Commodity Joker Brokers and Billions of Dollars Worth of Imaginary Ultra Fine Copper Powder

Commodity Joker Brokers, Imaginary Ultra Fine Copper Powder, and a $1 Billion Claim Without Evidence

1. The Setup

On 1 July 2025, we were approached by a party operating through a Swiss entity, claiming to own 500 kilograms of Cu 99.99999% ultra fine copper powder, allegedly stored in the Embrach Free-Zone and “worth” over €1.15 billion.

That valuation equates to approximately USD 2,300 per gram. At the time, LME spot copper was trading at around $9,000 per metric tonne—meaning the submitted value was inflated by over 250,000%. The party requested $450 million in non-recourse financing, referencing supposed title to the goods and “supporting documentation.” None was uploaded.

2. Early Doubts

We requested basic verification:

  • Who inspected the metal?
  • Can you provide the SKR and assay?
  • Which warehouse confirmed the custody?

The response:

"It is stored in Embrach Free-Zone. The SKR has been issued by ISE in Lucerne (Institute of Rare Earth & Metals). The analysis was done less than 6 months ago by the ISE. I have personally seen all the key documents in original."

That triggered immediate red flags. “ISE” is not a recognized inspection or verification agency. It does not appear on any lender-approved inspection panel. Reputable names in this space include SGS, Intertek, Bureau Veritas, and Cotecna. ISE is unknown in both commodity and credit markets.

For someone claiming over $1 billion in ultra high-grade copper powder, refusing to upload a single inspection certificate or warehouse release note was a clear warning sign.

3. Standard Process Followed

Despite clear inconsistencies, we proceeded with standard protocol. Financely issued a compliant engagement package:

  • Engagement letter governed by English law
  • A $189,250 retainer, split into two tranches
  • A 3% success fee on funded amount

Given the nature of the collateral, our Advanced Due Diligence (ADD) protocol was triggered. We requested a formal legal opinion under the GMRA framework, issued by one of five pre-approved Tier 1 law firms.

The client was given two options:

  • Engage Allen & Overy, Clifford Chance, Linklaters, Mayer Brown, or Norton Rose directly, and upload the signed legal opinion
  • Or, have Financely engage counsel on their behalf after receiving the first tranche of the retainer ($89,250)

This is standard. Exotic claims, unverifiable SKRs, and non-accredited warehouses must pass ADD before being shown to our lending panel.

4. The Meltdown

Instead of proceeding, the applicant refused the legal opinion request outright. Within minutes, we received a grievance email alleging:

  • “Demands a substantial non-refundable fee of USD 189,250 upfront without any binding obligation”
  • “Governing law is England and Wales… yet you present yourself as U.S.-based”
  • “Documents hosted on Fiverr Workspace, which raises serious concerns over institutional credibility”
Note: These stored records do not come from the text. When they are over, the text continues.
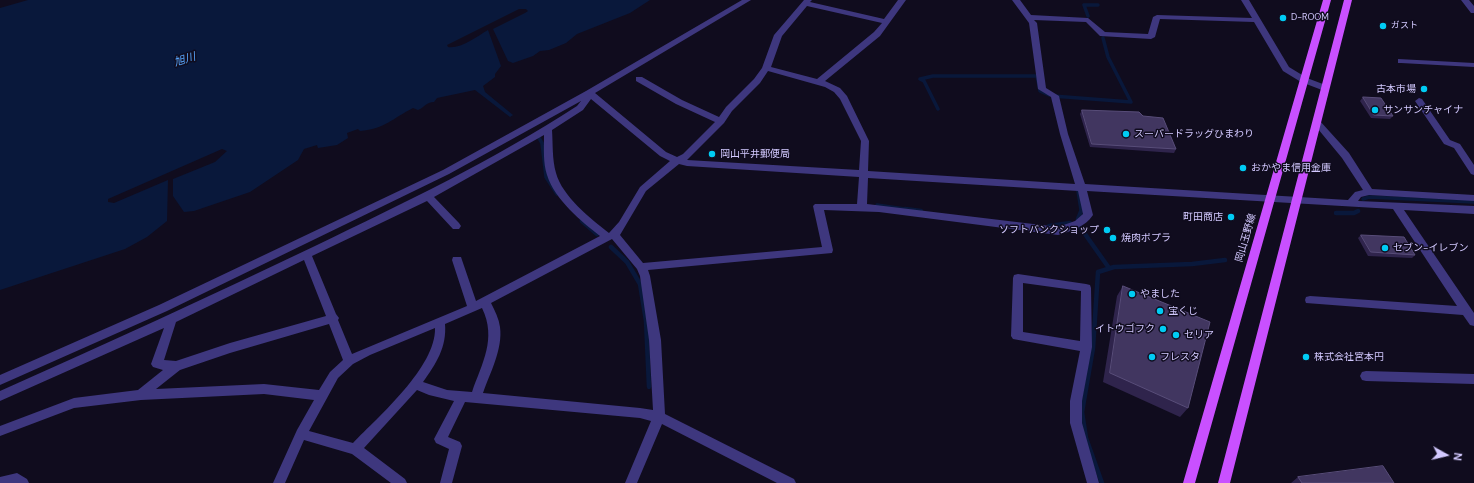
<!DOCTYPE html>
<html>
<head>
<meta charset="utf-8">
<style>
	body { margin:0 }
	#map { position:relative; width:1474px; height:483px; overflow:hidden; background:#100c1e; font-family:"DM Sans",sans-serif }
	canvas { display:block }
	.north { position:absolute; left:1426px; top:435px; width:40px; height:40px; -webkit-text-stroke:3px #100c1e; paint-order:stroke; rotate:98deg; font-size:11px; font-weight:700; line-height:16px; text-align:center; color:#d3c9ff }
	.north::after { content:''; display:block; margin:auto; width:14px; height:18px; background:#d3c9ff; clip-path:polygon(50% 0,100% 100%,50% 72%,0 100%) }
</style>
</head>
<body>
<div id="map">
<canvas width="1474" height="483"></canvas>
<div class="north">N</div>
</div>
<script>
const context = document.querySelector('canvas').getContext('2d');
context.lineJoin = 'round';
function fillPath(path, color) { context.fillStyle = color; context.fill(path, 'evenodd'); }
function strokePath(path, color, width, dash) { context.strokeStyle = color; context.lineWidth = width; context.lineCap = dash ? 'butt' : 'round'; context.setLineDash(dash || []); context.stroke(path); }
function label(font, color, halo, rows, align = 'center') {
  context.font = font + ' "DM Sans","Noto Sans JP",sans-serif'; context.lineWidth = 3; context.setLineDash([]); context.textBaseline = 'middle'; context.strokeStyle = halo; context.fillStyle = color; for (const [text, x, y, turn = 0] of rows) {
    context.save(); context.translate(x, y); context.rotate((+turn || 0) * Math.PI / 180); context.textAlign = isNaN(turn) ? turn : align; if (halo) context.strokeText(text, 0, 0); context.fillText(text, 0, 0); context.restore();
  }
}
const water = new Path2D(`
	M 28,0 L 650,0 L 630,13 L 577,34 L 566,43 L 549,50 L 540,51 L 533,56 L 513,63 L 508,61 L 493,29 L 525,13 L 528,11 L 526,9 L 519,9 L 447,45 L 448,47 C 461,49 476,37 488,30 L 501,66 L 495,74 L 495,77 L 483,86 L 485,92 L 513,115 L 510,117 L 475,90 L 437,98 L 434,102 C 426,102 424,108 418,110 L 413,108 C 393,118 385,129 360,131 L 358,129 L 347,133 L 348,138 L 337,145 L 318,148 L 317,145 L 304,149 L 298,160 L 250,192 L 194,211 L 184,212 L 173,196 L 173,179 L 215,162 L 227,151 L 222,149 L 108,199 L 108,202 L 114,203 L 168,180 L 167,221 L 147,237 L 125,249 L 0,290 L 0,8 Z`);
const streamFar1 = new Path2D(`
	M 1088,16 L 1084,5 L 1098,5
	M 1053,96 L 1131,102 L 1108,57 L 1103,38
	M 938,109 L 924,81 L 920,79 L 933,76 L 1037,76 L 1040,91 L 1049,95
	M 539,138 L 542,143 L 546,177 L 557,194
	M 1078,191 L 1081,210
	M 1363,199 L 1369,197 L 1474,202
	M 877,205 L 912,210`);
const stream = new Path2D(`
	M 905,209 L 921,211
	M 1336,213 L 1354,213 L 1358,211
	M 1078,219 L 1082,209
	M 582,221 L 597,234
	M 1049,226 L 1070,223
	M 1080,227 L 1109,268
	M 611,247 L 627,262 L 640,284 L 646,321 L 649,387
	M 1102,483 L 1086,438 L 1082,412 L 1093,348 L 1098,272 L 1114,267 L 1192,264 L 1225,260`);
const minor = new Path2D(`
	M 742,0 L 751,0 L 595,93 L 666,152 L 677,157 L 683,154 L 715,122 L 676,104 L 636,81 L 636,77 L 642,77 L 682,100 L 719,117 L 726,107 L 754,79 L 762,68 L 774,35 L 804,0 L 812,0 L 810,2 L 884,19 L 898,0 L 906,0 L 880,36 L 825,81 L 840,88 L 847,96 L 869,141 L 868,171 L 1075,184 L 1060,134 L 1051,97 L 1038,89 L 1029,23 L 1012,0 L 1020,0 L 1031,15 L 1088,18 L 1105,32 L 1148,34 L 1153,17 L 1157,15 L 1252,18 L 1241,0 L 1249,0 L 1289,67 L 1307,78 L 1328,86 L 1328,90 L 1322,90 L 1301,82 L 1283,71 L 1254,22 L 1160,19 L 1155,37 L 1151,39 L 1100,36 L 1086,22 L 1034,20 L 1037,23 L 1046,88 L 1059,96 L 1068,134 L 1085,184 L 1348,200 L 1355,192 L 1363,190 L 1342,158 L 1313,123 L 1314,121 L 1320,121 L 1349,153 L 1372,189 L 1474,195 L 1474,201 L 1369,195 L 1361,197 L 1358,201 L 1474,206 L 1474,214 L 1404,210 L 1474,313 L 1474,326 L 1470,325 L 1463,315 L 1306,303 L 1305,300 L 1306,297 L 1310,296 L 1457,306 L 1393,209 L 1087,191 L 1093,215 C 1085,227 1071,231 1058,235 L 879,212 L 824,210 L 833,250 L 832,253 L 648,270 L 650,276 L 661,340 L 665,414 L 794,479 L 796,483 L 777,483 L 662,424 L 637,483 L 625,483 L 651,421 L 640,418 L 465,402 L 448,437 L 460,442 L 462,446 L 452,483 L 440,483 L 449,449 L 436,443 L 434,439 L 454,401 L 429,395 L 417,390 L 364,448 L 405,479 L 407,483 L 391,483 L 352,454 L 304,440 L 285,483 L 273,483 L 297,430 L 314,400 L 264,394 L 141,400 L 74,408 L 0,436 L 0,426 L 74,398 L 138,390 L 163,370 L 153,367 L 151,364 L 164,328 L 0,401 L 0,391 C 106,344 210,296 315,246 C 404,203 494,160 577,106 L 581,101 L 449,174 L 167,311 L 0,385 L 0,375 L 159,305 L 443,170 L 586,91 ZM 807,6 L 882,23 L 874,32 L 817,79 L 771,67 L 782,36 ZM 768,71 L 825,87 L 834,92 L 840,99 L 861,141 L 859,170 L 687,160 L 724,123 L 732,111 L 760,83 ZM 591,99 L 660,156 L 670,161 L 640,187 L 619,222 L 609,233 C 591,219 562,196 556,173 C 552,159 553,144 552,130 L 583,110 ZM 544,135 C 544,148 543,163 547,175 C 555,200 581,221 600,236 L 476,301 L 462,260 L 461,257 L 453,257 L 452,260 L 467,306 L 352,354 L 338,320 L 339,318 L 336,314 L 312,256 L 427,201 L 453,229 L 459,229 L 461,226 L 459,223 L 434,197 ZM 679,164 L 687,166 L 859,177 L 857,204 L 815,204 L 813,206 L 822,247 L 643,263 L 620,235 L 646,191 ZM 868,178 L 1078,191 L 1083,214 L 1075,221 L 1058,227 L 867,204 ZM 612,239 L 637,269 L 640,276 L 649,340 L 653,410 L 640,408 L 483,393 C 490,373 503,349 500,327 C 499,319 495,311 491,303 ZM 304,260 L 326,316 L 230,343 L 176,361 L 164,360 L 176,322 ZM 482,308 C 497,339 482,363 472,392 L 447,390 L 423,382 C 436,364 447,347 445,324 ZM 329,324 L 343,360 L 330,372 L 319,390 L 264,384 L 156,389 L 180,370 L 230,353 ZM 435,328 C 436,367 379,416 353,443 L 309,431 L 338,378 L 353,364 L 370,355 Z
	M 1461,0 L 1469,0 L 1474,6 L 1474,13 L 1471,13 Z
	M 1398,59 L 1474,63 L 1474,67 L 1401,63 L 1398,63 Z
	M 1419,98 L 1422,99 L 1450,140 L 1460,144 L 1474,165 L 1474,175 L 1471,174 L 1454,148 L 1444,144 L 1415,101 Z
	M 1018,274 L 1086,284 L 1090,285 L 1091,288 L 1092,347 L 1082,401 L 1082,423 L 1099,483 L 1087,483 L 1070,423 L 1070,401 L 1080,351 L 1013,339 L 1011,336 L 1013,278 L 1014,275 ZM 1023,283 L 1081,291 L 1080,341 L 1023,332 Z
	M 1366,371 L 1474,374 L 1474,384 L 1366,381 L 1362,380 L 1360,376 L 1362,372 Z
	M 17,473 L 27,479 L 29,483 L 0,483 L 0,477 Z`);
const major = new Path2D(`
	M 1323,0 L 1331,0 L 1195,483 L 1183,483 Z
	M 1344,0 L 1352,0 L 1230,483 L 1218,483 Z`);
const wall = new Path2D(`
	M 1363,97 L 1393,116 L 1390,119 L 1371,118 L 1360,101 Z
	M 1082,110 L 1176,149 L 1174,153 L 1090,147 L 1080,114 Z
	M 1361,235 L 1415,255 L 1412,258 L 1368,256 L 1358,238 Z
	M 1123,286 L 1188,408 L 1180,417 L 1103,382 L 1117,296 Z
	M 1298,477 L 1394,483 L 1291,483 Z`);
const building = new Path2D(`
	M 1363,97 L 1381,98 L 1393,116 L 1374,115 Z
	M 1082,110 L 1139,112 L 1143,116 L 1163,118 L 1176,149 L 1092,144 Z
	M 1361,235 L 1404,237 L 1415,255 L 1371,252 Z
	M 1123,286 L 1210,322 L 1188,408 L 1110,373 Z
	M 1383,466 L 1394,483 L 1302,483 L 1298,477 Z`);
const markers = [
	[1283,18,4,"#00ccf4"],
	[1383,26,4,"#00ccf4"],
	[1424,89,4,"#00ccf4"],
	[1375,110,4,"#00ccf4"],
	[1126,134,4,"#00ccf4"],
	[712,154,4,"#00ccf4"],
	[1243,168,4,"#00ccf4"],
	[1231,217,4,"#00ccf4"],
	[1107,230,4,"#00ccf4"],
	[1113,238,4,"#00ccf4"],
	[1385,248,4,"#00ccf4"],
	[1132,294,4,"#00ccf4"],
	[1160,311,4,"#00ccf4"],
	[1163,329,4,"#00ccf4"],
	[1176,335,4,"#00ccf4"],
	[1152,357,4,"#00ccf4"],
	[1306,357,4,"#00ccf4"]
];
const farPoinames = [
	["D-ROOM",1291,18],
	["ガスト",1391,26]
];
const poiNames = [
	["古本市場",1416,89,"right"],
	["サンサンチャイナ",1383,110],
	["スーパードラッグひまわり",1134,134],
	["岡山平井郵便局",720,154],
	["おかやま信用金庫",1251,168],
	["町田商店",1223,217,"right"],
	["ソフトバンクショップ",1099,230,"right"],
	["焼肉ポプラ",1121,238],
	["セブン-イレブン",1393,248],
	["やました",1140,294],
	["宝くじ",1168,311],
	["イトウゴフク",1155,329,"right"],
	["セリア",1184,335],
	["フレスタ",1160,357],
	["株式会社宮本円",1314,357]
];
const streetNames = [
	["岡山玉野線",1246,238,-74]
];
const waterNames = [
	["旭川",185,60,-17]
];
fillPath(water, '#09183b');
strokePath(streamFar1, '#09183b', 3.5);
strokePath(stream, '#09183b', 4.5);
fillPath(minor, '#3e377e');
fillPath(major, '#c950ff');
fillPath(wall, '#2f244c');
fillPath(building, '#413660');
strokePath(building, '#584d79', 1);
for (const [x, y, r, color] of markers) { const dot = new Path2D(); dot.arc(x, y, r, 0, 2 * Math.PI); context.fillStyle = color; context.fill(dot); strokePath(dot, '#100c1e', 1.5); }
label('9px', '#d3c9ff', '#100c1e', farPoinames, 'left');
label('10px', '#d3c9ff', '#100c1e', poiNames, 'left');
label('10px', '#d3c9ff', '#100c1e', streetNames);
label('italic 11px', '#57a6ff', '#100c1e', waterNames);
</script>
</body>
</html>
They called the structure “asymmetrical” and “risk-heavy.” Then they demanded a refund and cut off contact. No documentation was ever provided—no SKR, assay, warehouse ID, or certificate. Nothing.

5. A Textbook SKR Fraud Attempt

This followed the classic SKR fraud pattern:

  • Make outlandish claims about rare, high-value metal holdings
  • Refuse to provide basic documentation
  • Reference unknown third-party “verifiers”
  • Push for access to lender information without passing KYC
  • Disappear once legal review or fees are required

These cases are often about harvesting underwriting data and lender contacts—not about real metals. In this case, the supposed verification entity didn’t even exist in professional circles.

6. The Token Red Flag

Public information suggests the party is also connected to a purported gold-backed token. If they can’t pass basic verification on alleged $1 billion copper holdings, how could they support a digital asset supposedly backed by vaulted gold?

No credible investor should take such claims seriously without clear, third-party validation. Walking away from $450 million in financing over a legal opinion request is not a procedural disagreement. It’s a signal that the entire story is fiction.

7. Final Word

Financely followed all procedures. We issued a compliant mandate, made the legal opinion requirement clear, and acted professionally. In return, we encountered bad-faith tactics and zero cooperation.

The file is closed. Our compliance team may escalate if false representations continue.

We remain committed to protecting the structured finance sector from attempts to exploit it through misinformation or fabricated collateral.

© Financely Group. This article is based on documented correspondence. All statements reflect real interactions with the party in question and are backed by internal records.